The publications presented in this thesis are a result of work in the research groups of professor Kauko Rahko in the Laboratory of Telecommunications Technology, Helsinki University of Technology. The author has been responsible for the writing of the publications except that of publication 9 which was done in close cooperation with Timoleon Antonelis, M. Sc..

The author's contribution to the publication 1 to 9 has been essential. He has developed the theoretical framework, and performed most of the simulations. The main contribution in the thesis is as follows. Publication 1 is the author's own work. He has developed a novel ATM switch architecture, and has given the theoretical analysis method of the switch performance. In publication 2, the author has developed the switch, and given a detailed analysis and simulations. In publication 3, the author has studied the impact of non-uniform traffic, gave the definition of three uniform traffic models and equations of cell loss probability. In publication 4, the author has proposed another ATM switch architecture and studied the performance of the switch. In publication 5, the author's contribution is to do simulations of cell loss in the two switches and to compare them. In publication 6, the author theoretically analyzes the priority effect on the output queuing switch (i.e., Knockout switch and Generalized Knockout switch), derive cell loss probabilities for the two class priority cells, and give important results.

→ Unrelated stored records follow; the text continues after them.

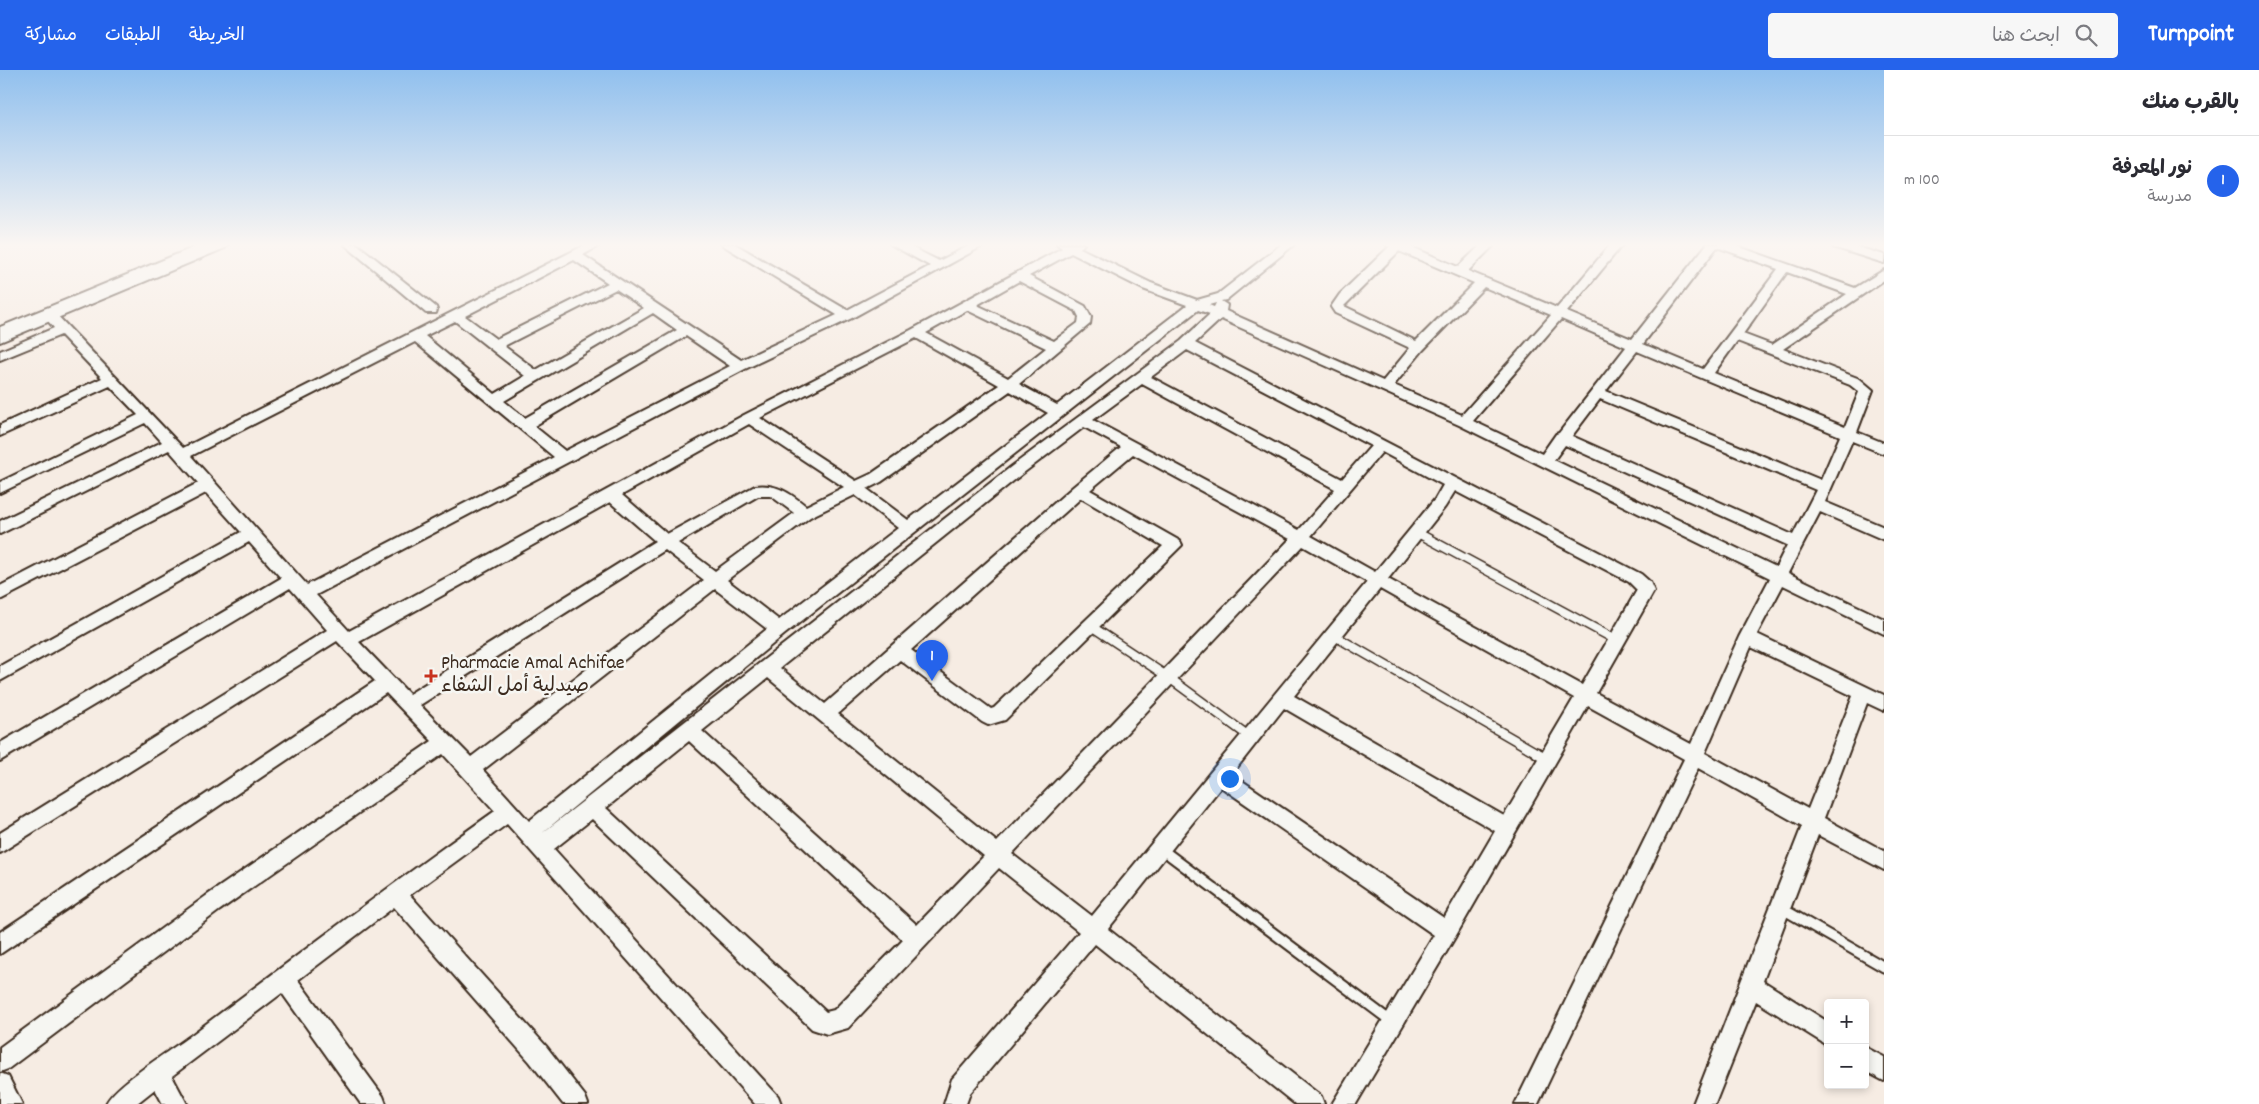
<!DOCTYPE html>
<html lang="ar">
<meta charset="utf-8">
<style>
:root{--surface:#fff;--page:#f7f7f7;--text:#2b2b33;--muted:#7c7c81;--line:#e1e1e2;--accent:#2563eb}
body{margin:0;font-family:Dekko,"Playpen Sans Arabic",sans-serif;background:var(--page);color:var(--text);direction:rtl}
.controls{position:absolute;right:15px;bottom:15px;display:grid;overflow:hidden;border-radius:5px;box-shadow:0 2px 8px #0003}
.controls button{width:45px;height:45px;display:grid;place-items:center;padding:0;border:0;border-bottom:1px solid var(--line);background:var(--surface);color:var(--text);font:25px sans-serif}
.you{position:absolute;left:1229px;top:708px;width:18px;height:18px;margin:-12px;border:4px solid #fff;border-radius:50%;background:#1a73e8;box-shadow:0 0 0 8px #1a73e833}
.badge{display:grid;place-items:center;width:32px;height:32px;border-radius:50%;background:var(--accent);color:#fff;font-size:16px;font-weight:700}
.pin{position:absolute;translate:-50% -41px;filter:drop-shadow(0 1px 2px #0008)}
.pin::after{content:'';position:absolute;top:26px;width:18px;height:15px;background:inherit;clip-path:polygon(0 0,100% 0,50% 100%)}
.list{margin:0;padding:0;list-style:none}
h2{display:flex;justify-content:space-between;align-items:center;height:65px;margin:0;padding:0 20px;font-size:21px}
h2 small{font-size:16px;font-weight:400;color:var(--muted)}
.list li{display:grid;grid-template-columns:32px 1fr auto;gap:15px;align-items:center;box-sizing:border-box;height:90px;padding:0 20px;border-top:1px solid var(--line)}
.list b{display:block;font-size:19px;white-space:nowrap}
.list p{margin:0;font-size:16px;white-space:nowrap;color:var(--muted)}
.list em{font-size:16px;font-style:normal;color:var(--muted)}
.icon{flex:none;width:28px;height:28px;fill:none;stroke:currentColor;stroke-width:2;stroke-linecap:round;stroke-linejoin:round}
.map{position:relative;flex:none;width:1884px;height:1034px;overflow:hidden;direction:ltr}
header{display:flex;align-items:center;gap:30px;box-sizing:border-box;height:70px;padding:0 25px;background:var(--accent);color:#fff}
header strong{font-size:24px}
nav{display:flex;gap:28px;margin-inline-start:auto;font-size:18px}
.search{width:350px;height:45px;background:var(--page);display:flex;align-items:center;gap:12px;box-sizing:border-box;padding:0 18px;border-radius:5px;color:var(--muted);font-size:19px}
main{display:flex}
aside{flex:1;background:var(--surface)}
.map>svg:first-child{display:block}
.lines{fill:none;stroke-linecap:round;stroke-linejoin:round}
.lane-far1-casing{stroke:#3b2a1e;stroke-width:11}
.lane-casing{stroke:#3b2a1e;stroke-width:13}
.street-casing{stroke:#3b2a1e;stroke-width:4}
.primary-casing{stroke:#3b2a1e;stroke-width:4}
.lane-far1{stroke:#f6f6f2;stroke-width:8}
.lane{stroke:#f6f6f2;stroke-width:9}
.street{fill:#f6f6f2;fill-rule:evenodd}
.primary{fill:#f6f6f2;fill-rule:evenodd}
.poi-dot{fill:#c8321e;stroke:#f6f6f2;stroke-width:2}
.labels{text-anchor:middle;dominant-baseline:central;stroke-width:5;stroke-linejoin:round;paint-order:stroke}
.poi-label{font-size:20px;fill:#3b2a1e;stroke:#f6f6f2;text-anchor:start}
</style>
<header>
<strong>Turnpoint</strong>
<div class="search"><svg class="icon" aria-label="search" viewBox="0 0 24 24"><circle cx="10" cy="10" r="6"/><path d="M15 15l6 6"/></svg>ابحث هنا</div>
<nav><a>الخريطة</a><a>الطبقات</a><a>مشاركة</a></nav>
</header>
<main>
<aside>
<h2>بالقرب منك<small></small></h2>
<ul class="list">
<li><span class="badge">1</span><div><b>نور المعرفة</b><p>مدرسة</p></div><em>100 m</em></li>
</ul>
</aside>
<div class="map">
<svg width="1884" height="1034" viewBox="0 0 1884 1034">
<rect width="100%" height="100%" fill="#f6ece3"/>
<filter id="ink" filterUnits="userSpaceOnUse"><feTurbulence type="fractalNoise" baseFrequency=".02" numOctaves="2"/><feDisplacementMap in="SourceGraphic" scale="10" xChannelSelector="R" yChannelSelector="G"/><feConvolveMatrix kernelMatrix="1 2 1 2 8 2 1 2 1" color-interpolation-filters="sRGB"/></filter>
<g filter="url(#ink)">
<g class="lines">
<g class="lane-far1-casing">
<path id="lane-far1" d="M1416 462 1618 571
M1091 556 1168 607 1250 667
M1333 565 1539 684"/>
</g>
<g class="lane-casing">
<path id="lane" d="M1537 683 1548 689
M1160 778 1392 952
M1781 838 1884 897"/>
</g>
<g class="street-casing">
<path id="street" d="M344 174H357L436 237 437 240 436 243H426Z
M587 174H602L583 185 741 290 837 245 721 174H735L847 240 930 196 890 174H905L939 191 972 174H986L852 248 745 299 316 525 349 561 744 345 911 260 1062 178 1057 174H1084L1080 178 1151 213 1197 230 1218 224 1282 174H1295L1226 230 1221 231 1227 235 1226 241 1383 311 1410 278 1335 243 1331 237 1340 224 1389 177 1386 174H1405L1458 197 1482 174H1495L1468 201 1557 238 1611 174H1623L1567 242 1632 269 1707 174H1731L1855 218 1884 200V210L1783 279 1860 309 1873 320 1857 362 1884 373V384L1852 371 1825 432 1884 457V470L1820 442 1788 503 1884 549V564L1783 515 1757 564 1884 625V641L1867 633 1824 748 1884 781V800L1818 765 1763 911 1828 952V976L1756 931 1715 1034H1693L1802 756 1698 698 1538 1034H1515L1684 689 1588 636 1454 869 1356 1034H1332L1434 865 1221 717 1108 859 1321 1026 1324 1034H1295L1095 874 970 1023 966 1034H944L952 1009 1079 862 999 798 848 958 827 964 812 959 592 749 554 779 778 1026 781 1034H755L507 754 410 825 546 976 585 1026 588 1034H563L530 992 394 837 298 910 383 1026 386 1034H361L282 923 172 1006 187 1034H163L155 1019 136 1034H106C113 1016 171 980 190 966 291 890 392 814 495 741L443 684 220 840 8 999 0 1002V977L206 826 432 671 386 623 0 884V862L375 611 337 571 0 783V763L327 560 290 518 0 691V673L281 508 249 472 0 611V596L241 462 206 423 0 530V516L198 413 169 380 0 464V451L162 372 145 353 0 423V412L138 345 110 316 0 366V355L102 308 61 265 0 290V281L54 258 42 244 43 241H53L183 378ZM1717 177 1778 199 1703 299 1643 274ZM1399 181 1474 213 1416 271 1344 236ZM1071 183 1143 219 1187 235 1057 335 1019 314 1090 254 1091 247 1085 236 1029 206ZM574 190 608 213 496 269 465 246ZM1787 202 1847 224 1772 275 1743 264ZM1019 211 1076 241 1079 247 1078 253 1054 271 977 235ZM1484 217 1551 245 1462 345 1394 315 1423 280ZM616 219 644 238 536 300 504 276ZM1216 233 1214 237 1209 235ZM967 240 1046 278 1008 308 926 263ZM1198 240 1210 244 1181 271 1012 396 541 764 785 564ZM653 243 677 260 525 348 504 331ZM1221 249 1459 355 1770 508 1739 567 1691 674 1596 623 1654 521 1650 512 1641 504 1195 273ZM1561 249 1626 277 1559 363 1556 364 1542 384 1473 351ZM455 251 525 306 495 324 425 266ZM686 266 730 296 565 381 534 356ZM916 268 999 315 871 404 856 411 760 348ZM1737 271 1850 315 1859 322 1845 357 1714 303ZM415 272 554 387 307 515 191 386ZM1187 280 1371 376 1342 409 1151 307ZM1637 281 1840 366 1821 410 1606 321ZM1142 314 1335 419 1299 460 1093 350ZM1010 321 1048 343 908 450 867 419 881 412ZM1600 329 1816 420 1793 465 1572 366ZM749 354 844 417 806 436C790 423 776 413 755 416L667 464 622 425ZM1084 357 1121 377 1074 416 825 634 780 598 1022 404ZM1565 375 1787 475 1776 497 1554 390ZM1382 382 1443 415 1435 429 1375 502 1311 466ZM1133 384 1290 469 997 772 838 644 900 590 982 652 988 655 1005 650 1182 475 1180 471 1090 420ZM1455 421 1629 512 1637 520 1582 615 1388 509 1445 437ZM855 425 898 458 779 550 727 510 810 447ZM758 426H771L794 443 715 501 678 473ZM1081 428 1163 476 994 638 991 639 911 580ZM610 432 655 471 409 624 359 572ZM1303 476 1367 512 1092 846 1012 784ZM665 480 704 510 471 687 420 635ZM715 519 767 559 529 751 483 700ZM1380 519 1574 628 1504 746 1294 626ZM1751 577 1853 626 1808 739 1705 683ZM768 608 984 786 917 855 702 661ZM1284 638 1495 761 1444 848 1232 704ZM689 671 903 870 834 940 826 942 606 738Z
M1831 174H1848L1884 185V193L1833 177Z
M1865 977 1884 987V1011L1865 1001Z
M0 1003 8 1006 22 1034H0Z"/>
</g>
<g class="primary-casing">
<path id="primary" d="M202 174H228L225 178 0 272V257Z"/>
</g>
<use href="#lane-far1" class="lane-far1"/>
<use href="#lane" class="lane"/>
<use href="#street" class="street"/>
<use href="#primary" class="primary"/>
</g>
</g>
<linearGradient id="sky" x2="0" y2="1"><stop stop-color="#91c0ee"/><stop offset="0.55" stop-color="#fbf6f2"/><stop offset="1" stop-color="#fbf6f2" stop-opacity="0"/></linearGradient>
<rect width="1884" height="318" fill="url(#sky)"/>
<path class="poi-dot" d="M428.5 598.5h5v5h5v5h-5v5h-5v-5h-5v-5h5z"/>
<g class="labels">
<g class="poi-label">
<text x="441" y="594">Pharmacie Amal Achifae<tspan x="441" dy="23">صيدلية أمل الشفاء</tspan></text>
</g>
</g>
</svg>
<div class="controls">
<button>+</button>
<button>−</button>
</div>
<div class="you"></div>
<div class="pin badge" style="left:932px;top:611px">1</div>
</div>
</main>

In publications 7, 8 and 9, the author discovered a neural network equation which can be used in the path establishment of the rearrangeable Clos' switch which has been proved to have fast convergence time. The author has performed the main work such as theoretical analysis and simulations, in publication 7. In publications 8 and 9, the author has proposed using the neural network algorithm in an input and output queuing Clos' packet switch as a path arrangement algorithm, derived most of the formulas of the neural network, and guided the co-author in the simulations.